Disneyland Paris holds many references to classic Disney films, and in some areas, was directly inspired by them! Here’s a look at how “The Sword in the Stone” left its mark on the Disney Park.
Did you know that the land where Disneyland Paris sits was once the site of high society during medieval times? The field of La Marne, located close to Lagny, hosted the largest jousting tournament in Europe in November 1179 to celebrate the coronation of King Philip Augustus. The event hosted more than 3,000 guests, including Richard, Duke of Aquitaine (the future King Richard “The Lionheart”), who is featured in the 1973 animated film, “Robin Hood.”
This history can be found in Fantasyland’s Castle Courtyard, where Le Carrousel de Lancelot is located. Inspired by the character Chrétien de Troyes imagined in the 12th century, this attraction has 86 horses with 16 on the outer row wearing their caparison — a cloth covering laid over a horse for protection and decoration during tournaments.
The attraction is covered by a canopy similar to the knights’ tents, and supported by lances like those used during jousting. The theming continues in the store La Ménagerie du Royaume with a cartoon image of Goofy. Under the canopy, nine paintings depict moments in Lancelot’s life, including his knighting by King Arthur, who gave him the honor with his sword, Excalibur.

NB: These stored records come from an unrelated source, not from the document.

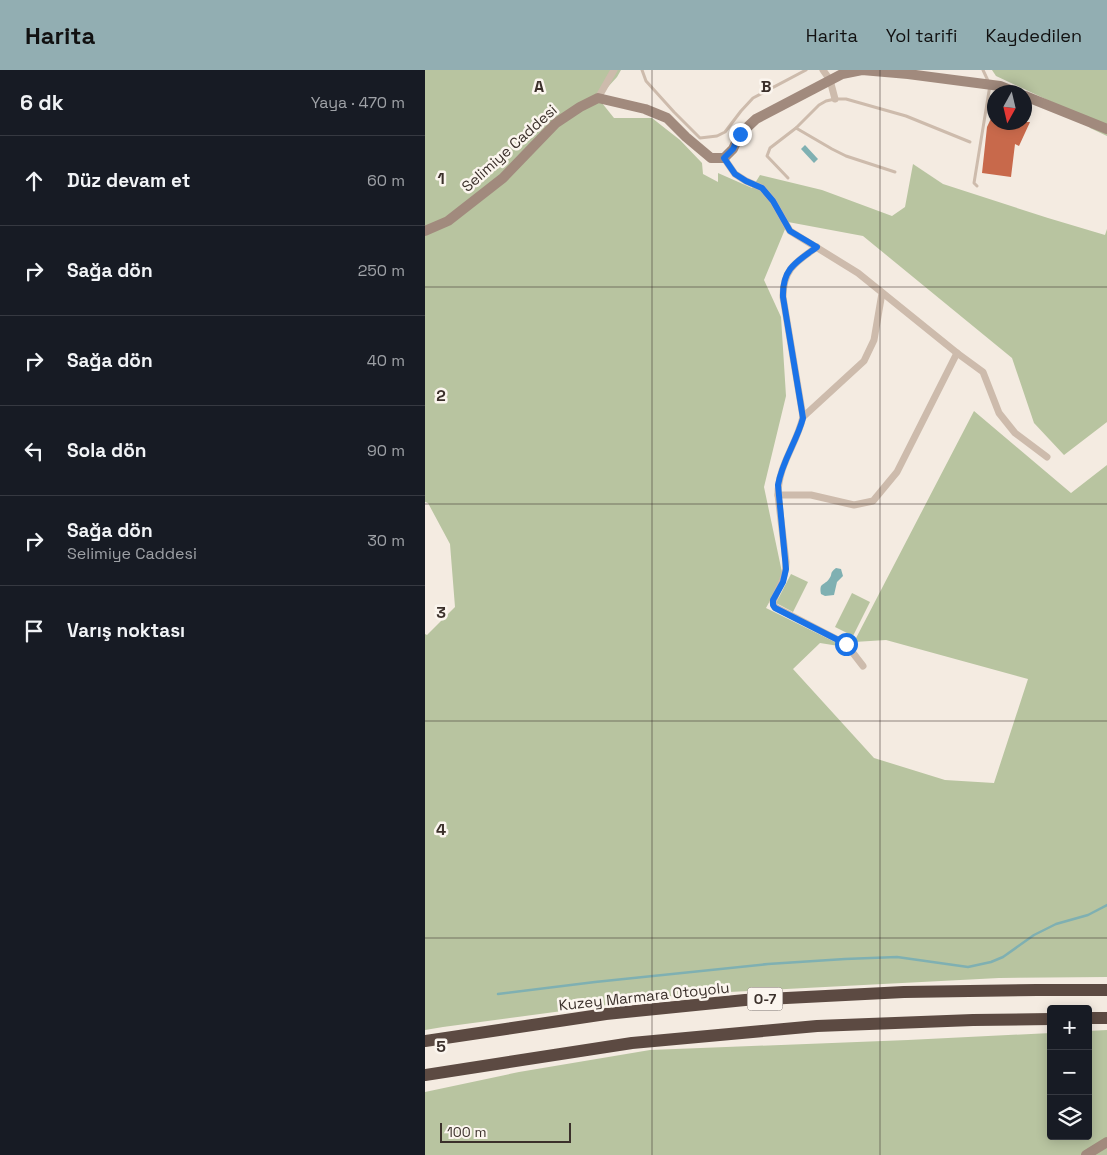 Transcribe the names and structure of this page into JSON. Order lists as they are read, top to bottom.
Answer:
{
  "streets": {
    "highway": ["Kuzey Marmara Otoyolu", "O-7"],
    "street": ["Selimiye Caddesi"]
  },
  "scale_bar": "100 m",
  "north": "bottom",
  "page": {
    "header": "Harita",
    "nav": ["Harita", "Yol tarifi", "Kaydedilen"],
    "heading": ["6 dk", "Yaya · 470 m"],
    "list": [
      ["Düz devam et", "60 m"],
      ["Sağa dön", "250 m"],
      ["Sağa dön", "40 m"],
      ["Sola dön", "90 m"],
      ["Sağa dön", "Selimiye Caddesi", "30 m"],
      "Varış noktası"
    ],
    "map_buttons": ["+", "−"],
    "scale": "100 m"
  },
  "grid": {
    "columns": ["A", "B"],
    "rows": [
      "1",
      "2",
      "3",
      "4",
      "5"
    ]
  }
} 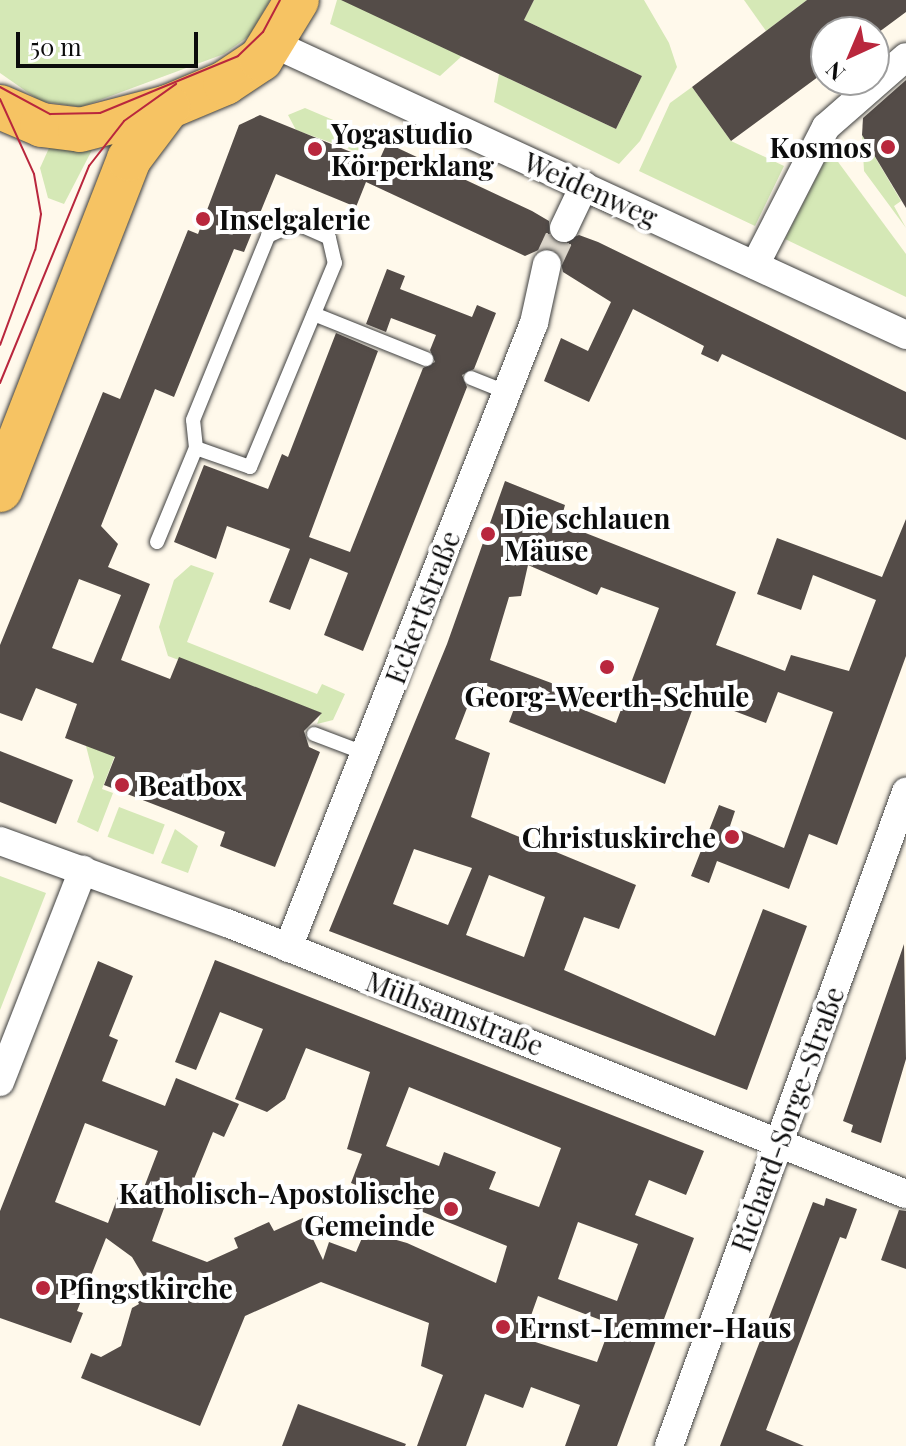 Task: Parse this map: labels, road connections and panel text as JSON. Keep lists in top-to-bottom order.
{
  "streets": {
    "street": [
      "Weidenweg",
      "Eckertstraße",
      "Mühsamstraße",
      "Richard-Sorge-Straße"
    ]
  },
  "crossings": [
    ["Eckertstraße", "Mühsamstraße"],
    ["Mühsamstraße", "Richard-Sorge-Straße"]
  ],
  "places": [
    "Kosmos",
    "Yogastudio Körperklang",
    "Inselgalerie",
    "Die schlauen Mäuse",
    "Georg-Weerth-Schule",
    "Beatbox",
    "Christuskirche",
    "Katholisch-Apostolische Gemeinde",
    "Pfingstkirche",
    "Ernst-Lemmer-Haus"
  ],
  "scale_bar": "50 m",
  "north": "bottom left"
}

This sword of legend, stuck in an anvil, can be found in miniature form at Le Pays des Contes de Fées and in actual size in the Castle Courtyard. Since Disneyland Paris opened in 1992, many guests have tried to pull the sword from the stone, especially during “The Sword in the Stone” show in 1994.
These two references to the sword directly point to Disney’s classic animated feature, “The Sword in the Stone” from 1963, which was based on the novel of the same name written by T.H. White and published in 1938. Walt Disney acquired the film rights to the novel the following year, as he immediately saw the potential in this story filled with adventure, humor and magic, which depicts the apprenticeship of young Arthur (then referred to as Wart) and his tutor. A few years after the film was released, Disney animator Bill Peet admitted using Walt’s face — especially his nose and eyebrows — as inspiration for the character of Merlin.
Another location that references Merlin at Disneyland Paris is inside Sleeping Beauty Castle, where a store called “Merlin L’enchanteur” bears his name and includes many references to the film. The tree supporting one of the arches is similar to Merlin’s house in the forest, and the stones and beams, intricately arranged, conjure up the fragile north tower of Sir Ector’s castle.
It’s a fact that the film’s set designers had fun putting together lists of furniture, models and other accessories to decorate the magician’s interior. This store is packed with strange objects, inventions, and magic items. Meanwhile, a sign, trinket, and owl-shaped mantlepiece invoke Archimedes, Merlin’s winged companion.
That’s not all, however! The door at the back of the workshop opens to a mysterious staircase that leads down to the bowels of Sleeping Beauty Castle. There you’ll find a giant, nearly 10-foot-tall and 80-foot-long Dragon — the largest Audio-Animatronic at Disneyland Paris. When asleep, the dragon will snore, grunt, and sigh. From time to time, it even gets the hiccups.
Who knows what relationship the magician and this fearsome creature have? Have they always known each other, or has the magician tamed it at one time or other? What is certain is that the dragon is no longer hostile; if it was once in chains, this is no longer the case. But be warned should you step too close — it doesn’t like to be woken up!